Lynette Yiadom-Boakye: No Twilight Too Mighty Published by La Fábrica. Text by Kodwo Eshun, Lekha Hileman Waitoller, Lynette Yiadom-Boakye. "The British-Ghanaian artist creates compelling character studies of people who don’t exist, reflecting her twin talents as a writer and a painter" –Zadie Smith, the New Yorker This volume gathers around 60 works by British artist and writer Lynette Yiadom-Boakye, internationally celebrated for her paintings of timeless subjects in everyday moments of happiness, comradery and solitude. The publication includes texts by Yiadom-Boakye herself, writer and filmmaker Kodwo Eshun, and curator Lekha Hileman Waitoller.
Yiadom-Boakye’s lush oils on canvas or coarse linen portray fictitious characters rendered in loose brushwork and set against dramatic backgrounds. The figures are composites drawn from different sources including scrapbooks and drawings. Animals such as birds, foxes, owls and dogs make regular appearances. To look at a Yiadom-Boakye painting is an invitation to slow down and observe, to enter the imaginary visual tales she spins.

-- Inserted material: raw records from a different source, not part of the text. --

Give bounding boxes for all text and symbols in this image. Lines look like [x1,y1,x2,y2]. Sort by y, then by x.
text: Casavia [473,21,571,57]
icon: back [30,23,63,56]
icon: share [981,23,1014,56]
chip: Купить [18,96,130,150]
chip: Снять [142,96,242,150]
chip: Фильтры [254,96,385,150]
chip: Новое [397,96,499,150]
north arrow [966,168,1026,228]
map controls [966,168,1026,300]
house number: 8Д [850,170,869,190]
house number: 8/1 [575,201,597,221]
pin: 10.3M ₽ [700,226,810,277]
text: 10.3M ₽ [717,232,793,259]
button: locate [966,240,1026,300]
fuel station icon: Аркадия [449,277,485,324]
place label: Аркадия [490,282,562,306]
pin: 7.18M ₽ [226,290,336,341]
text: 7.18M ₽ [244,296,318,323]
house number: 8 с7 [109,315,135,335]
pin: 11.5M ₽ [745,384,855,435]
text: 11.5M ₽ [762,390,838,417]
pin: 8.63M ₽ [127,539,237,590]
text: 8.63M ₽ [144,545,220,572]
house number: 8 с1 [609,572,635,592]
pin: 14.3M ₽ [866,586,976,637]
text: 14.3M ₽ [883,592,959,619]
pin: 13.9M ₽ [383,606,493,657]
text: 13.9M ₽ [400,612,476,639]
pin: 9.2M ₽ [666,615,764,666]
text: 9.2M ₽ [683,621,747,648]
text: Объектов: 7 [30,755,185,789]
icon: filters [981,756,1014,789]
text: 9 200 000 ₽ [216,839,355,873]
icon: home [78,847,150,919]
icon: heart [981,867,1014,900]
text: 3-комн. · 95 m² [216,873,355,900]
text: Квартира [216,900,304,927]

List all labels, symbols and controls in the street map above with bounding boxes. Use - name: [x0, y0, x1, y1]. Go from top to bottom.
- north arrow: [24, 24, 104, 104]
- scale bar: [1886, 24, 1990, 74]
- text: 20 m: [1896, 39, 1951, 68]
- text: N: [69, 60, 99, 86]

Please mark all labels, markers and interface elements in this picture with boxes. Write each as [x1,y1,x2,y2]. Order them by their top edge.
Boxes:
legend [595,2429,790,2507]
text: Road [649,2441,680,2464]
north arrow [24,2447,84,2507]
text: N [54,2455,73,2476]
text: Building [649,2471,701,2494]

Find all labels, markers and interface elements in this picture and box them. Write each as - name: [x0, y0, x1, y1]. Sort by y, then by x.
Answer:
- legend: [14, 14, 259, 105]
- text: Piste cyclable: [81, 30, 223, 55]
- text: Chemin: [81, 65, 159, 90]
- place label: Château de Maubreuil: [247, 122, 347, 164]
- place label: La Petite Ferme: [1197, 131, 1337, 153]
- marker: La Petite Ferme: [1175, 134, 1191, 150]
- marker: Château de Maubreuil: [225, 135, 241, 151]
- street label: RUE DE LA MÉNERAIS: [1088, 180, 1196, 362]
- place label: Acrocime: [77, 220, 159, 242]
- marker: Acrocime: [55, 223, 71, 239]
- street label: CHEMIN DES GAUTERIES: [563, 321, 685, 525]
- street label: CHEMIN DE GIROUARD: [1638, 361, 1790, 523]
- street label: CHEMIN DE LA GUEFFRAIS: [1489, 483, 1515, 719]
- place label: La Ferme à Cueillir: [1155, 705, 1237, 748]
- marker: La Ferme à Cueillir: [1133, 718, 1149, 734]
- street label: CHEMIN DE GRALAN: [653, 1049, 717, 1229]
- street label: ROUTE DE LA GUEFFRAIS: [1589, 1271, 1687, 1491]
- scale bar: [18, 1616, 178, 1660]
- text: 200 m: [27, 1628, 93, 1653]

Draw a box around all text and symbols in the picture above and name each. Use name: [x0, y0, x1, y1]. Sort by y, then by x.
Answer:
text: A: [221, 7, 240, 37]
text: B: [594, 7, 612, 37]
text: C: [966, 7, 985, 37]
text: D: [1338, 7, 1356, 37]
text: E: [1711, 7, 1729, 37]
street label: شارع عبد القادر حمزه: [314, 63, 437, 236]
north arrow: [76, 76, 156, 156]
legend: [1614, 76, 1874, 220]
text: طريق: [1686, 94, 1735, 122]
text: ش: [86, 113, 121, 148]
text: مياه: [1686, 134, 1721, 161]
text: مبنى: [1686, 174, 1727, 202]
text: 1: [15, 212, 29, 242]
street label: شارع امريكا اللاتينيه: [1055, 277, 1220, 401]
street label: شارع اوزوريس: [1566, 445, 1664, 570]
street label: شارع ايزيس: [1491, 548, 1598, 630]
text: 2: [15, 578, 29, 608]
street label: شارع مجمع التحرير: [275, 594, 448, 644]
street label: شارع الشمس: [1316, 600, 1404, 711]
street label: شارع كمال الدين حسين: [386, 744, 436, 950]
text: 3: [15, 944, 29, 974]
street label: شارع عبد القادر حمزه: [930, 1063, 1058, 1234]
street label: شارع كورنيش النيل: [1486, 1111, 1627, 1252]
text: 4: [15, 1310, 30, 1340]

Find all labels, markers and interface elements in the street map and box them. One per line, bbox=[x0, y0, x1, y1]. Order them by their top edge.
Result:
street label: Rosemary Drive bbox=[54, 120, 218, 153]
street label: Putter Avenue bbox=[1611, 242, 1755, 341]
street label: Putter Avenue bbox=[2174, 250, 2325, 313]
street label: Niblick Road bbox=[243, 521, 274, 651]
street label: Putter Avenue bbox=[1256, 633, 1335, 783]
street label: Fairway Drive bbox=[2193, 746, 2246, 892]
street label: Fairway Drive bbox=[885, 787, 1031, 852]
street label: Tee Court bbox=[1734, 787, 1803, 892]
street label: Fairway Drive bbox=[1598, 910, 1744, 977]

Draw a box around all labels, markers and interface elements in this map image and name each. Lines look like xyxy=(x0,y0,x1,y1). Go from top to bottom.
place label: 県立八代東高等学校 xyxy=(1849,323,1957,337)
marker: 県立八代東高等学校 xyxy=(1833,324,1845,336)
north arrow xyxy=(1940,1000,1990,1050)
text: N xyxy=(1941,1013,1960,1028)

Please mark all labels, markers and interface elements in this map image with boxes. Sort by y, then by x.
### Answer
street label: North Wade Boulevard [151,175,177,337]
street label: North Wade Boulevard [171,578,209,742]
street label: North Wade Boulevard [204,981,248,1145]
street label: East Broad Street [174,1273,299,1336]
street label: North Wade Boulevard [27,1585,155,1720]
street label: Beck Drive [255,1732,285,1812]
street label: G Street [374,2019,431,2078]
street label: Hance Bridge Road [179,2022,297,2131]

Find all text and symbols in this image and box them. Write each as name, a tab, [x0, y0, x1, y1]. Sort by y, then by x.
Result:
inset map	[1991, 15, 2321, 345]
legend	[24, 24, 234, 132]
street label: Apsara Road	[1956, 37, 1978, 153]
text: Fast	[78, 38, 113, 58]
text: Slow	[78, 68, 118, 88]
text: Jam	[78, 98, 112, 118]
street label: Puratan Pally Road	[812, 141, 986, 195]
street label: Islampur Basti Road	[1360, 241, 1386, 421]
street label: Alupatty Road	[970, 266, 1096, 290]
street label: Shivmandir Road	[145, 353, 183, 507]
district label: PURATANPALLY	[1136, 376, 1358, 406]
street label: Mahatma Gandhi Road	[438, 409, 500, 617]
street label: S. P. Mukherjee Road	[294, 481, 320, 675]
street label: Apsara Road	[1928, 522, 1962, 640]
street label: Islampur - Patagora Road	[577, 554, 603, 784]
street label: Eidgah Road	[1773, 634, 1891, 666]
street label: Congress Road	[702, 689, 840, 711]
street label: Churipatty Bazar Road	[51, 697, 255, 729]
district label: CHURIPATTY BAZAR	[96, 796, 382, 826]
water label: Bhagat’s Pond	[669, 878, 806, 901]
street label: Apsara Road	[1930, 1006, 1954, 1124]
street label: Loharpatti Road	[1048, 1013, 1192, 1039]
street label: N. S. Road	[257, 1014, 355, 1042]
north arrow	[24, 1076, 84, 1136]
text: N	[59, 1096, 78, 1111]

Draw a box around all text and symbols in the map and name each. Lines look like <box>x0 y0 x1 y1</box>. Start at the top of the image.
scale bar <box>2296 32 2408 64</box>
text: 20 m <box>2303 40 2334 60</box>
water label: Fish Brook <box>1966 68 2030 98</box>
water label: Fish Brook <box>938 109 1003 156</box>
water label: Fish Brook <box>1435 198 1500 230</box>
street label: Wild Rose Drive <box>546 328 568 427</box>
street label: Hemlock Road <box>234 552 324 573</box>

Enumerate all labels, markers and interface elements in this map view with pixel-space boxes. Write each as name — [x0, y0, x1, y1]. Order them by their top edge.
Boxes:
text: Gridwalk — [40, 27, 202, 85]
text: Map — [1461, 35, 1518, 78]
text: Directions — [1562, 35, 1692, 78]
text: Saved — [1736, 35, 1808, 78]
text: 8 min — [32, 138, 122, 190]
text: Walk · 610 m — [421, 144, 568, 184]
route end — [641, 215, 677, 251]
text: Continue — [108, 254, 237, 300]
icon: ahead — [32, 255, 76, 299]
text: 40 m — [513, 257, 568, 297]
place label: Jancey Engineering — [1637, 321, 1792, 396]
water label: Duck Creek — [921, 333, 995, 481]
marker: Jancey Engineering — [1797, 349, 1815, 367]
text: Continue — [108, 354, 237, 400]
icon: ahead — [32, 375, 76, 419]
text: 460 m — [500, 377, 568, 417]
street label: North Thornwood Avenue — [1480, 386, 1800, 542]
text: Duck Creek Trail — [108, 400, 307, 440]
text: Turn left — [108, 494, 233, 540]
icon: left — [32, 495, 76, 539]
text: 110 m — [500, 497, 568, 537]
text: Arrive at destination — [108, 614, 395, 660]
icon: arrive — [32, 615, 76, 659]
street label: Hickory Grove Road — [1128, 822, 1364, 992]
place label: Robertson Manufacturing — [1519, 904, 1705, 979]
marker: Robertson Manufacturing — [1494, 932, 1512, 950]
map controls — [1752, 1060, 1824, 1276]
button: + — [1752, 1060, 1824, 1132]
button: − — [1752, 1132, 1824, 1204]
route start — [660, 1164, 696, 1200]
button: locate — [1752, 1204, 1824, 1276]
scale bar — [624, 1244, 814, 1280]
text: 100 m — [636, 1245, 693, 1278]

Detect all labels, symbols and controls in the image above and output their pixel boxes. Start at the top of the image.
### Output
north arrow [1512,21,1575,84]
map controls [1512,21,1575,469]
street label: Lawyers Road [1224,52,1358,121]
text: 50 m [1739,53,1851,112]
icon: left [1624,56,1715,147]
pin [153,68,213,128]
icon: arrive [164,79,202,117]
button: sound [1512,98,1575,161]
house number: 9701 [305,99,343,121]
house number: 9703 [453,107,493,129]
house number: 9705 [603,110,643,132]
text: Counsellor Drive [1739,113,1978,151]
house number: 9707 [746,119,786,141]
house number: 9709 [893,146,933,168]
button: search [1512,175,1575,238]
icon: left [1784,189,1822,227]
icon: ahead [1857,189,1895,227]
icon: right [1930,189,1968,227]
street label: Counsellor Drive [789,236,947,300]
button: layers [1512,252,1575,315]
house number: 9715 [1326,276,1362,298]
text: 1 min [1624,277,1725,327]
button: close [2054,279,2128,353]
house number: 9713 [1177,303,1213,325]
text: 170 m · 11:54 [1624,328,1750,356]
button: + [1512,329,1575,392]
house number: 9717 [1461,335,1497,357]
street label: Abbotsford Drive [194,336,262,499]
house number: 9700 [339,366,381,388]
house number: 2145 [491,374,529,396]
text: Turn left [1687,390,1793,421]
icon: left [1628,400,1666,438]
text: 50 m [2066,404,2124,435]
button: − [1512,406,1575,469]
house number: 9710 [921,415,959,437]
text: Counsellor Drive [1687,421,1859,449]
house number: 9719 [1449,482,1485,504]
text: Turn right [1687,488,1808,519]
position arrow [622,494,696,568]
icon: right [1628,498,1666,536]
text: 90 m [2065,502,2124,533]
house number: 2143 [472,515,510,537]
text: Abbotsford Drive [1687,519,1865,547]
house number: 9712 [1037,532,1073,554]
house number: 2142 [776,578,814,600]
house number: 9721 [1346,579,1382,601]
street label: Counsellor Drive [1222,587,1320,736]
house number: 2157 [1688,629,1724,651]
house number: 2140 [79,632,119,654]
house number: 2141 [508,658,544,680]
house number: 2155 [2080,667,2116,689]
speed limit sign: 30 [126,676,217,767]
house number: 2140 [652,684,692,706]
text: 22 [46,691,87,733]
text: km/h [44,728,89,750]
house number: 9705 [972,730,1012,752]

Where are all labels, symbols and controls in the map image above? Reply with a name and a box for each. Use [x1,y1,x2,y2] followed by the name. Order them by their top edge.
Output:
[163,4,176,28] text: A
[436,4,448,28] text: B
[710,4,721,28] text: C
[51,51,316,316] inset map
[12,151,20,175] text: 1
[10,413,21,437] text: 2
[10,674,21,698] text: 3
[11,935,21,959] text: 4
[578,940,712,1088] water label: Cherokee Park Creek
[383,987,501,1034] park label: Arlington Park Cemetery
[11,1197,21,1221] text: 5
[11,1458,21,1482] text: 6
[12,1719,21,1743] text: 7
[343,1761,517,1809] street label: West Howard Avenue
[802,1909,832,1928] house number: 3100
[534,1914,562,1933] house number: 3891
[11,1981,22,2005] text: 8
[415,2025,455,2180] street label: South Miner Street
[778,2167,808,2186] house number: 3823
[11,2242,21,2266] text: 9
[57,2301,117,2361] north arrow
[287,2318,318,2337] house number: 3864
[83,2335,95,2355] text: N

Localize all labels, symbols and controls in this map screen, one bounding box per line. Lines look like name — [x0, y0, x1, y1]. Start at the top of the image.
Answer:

Born and raised in London by Ghanian parents, Lynette Yiadom-Boakye (born 1977) studied at Central Saint Martin’s College of Art and Design and Falmouth College of Arts, and received her MA from the Royal Academy Schools in 2003. Her first solo exhibition was held at Jack Shainman Gallery in 2010. Since then, her work has been exhibited at the Serpentine Gallery in London (2015), the Venice Biennale (2013), the New Museum in New York (2012), the Biennale de Lyon in France (2011), the Studio Museum in Harlem (2008) and many others. Her work has been collected by the Tate, the Museum of Modern Art, New York, the Victoria and Albert Museum, and the San Francisco Museum of Modern Art, among others.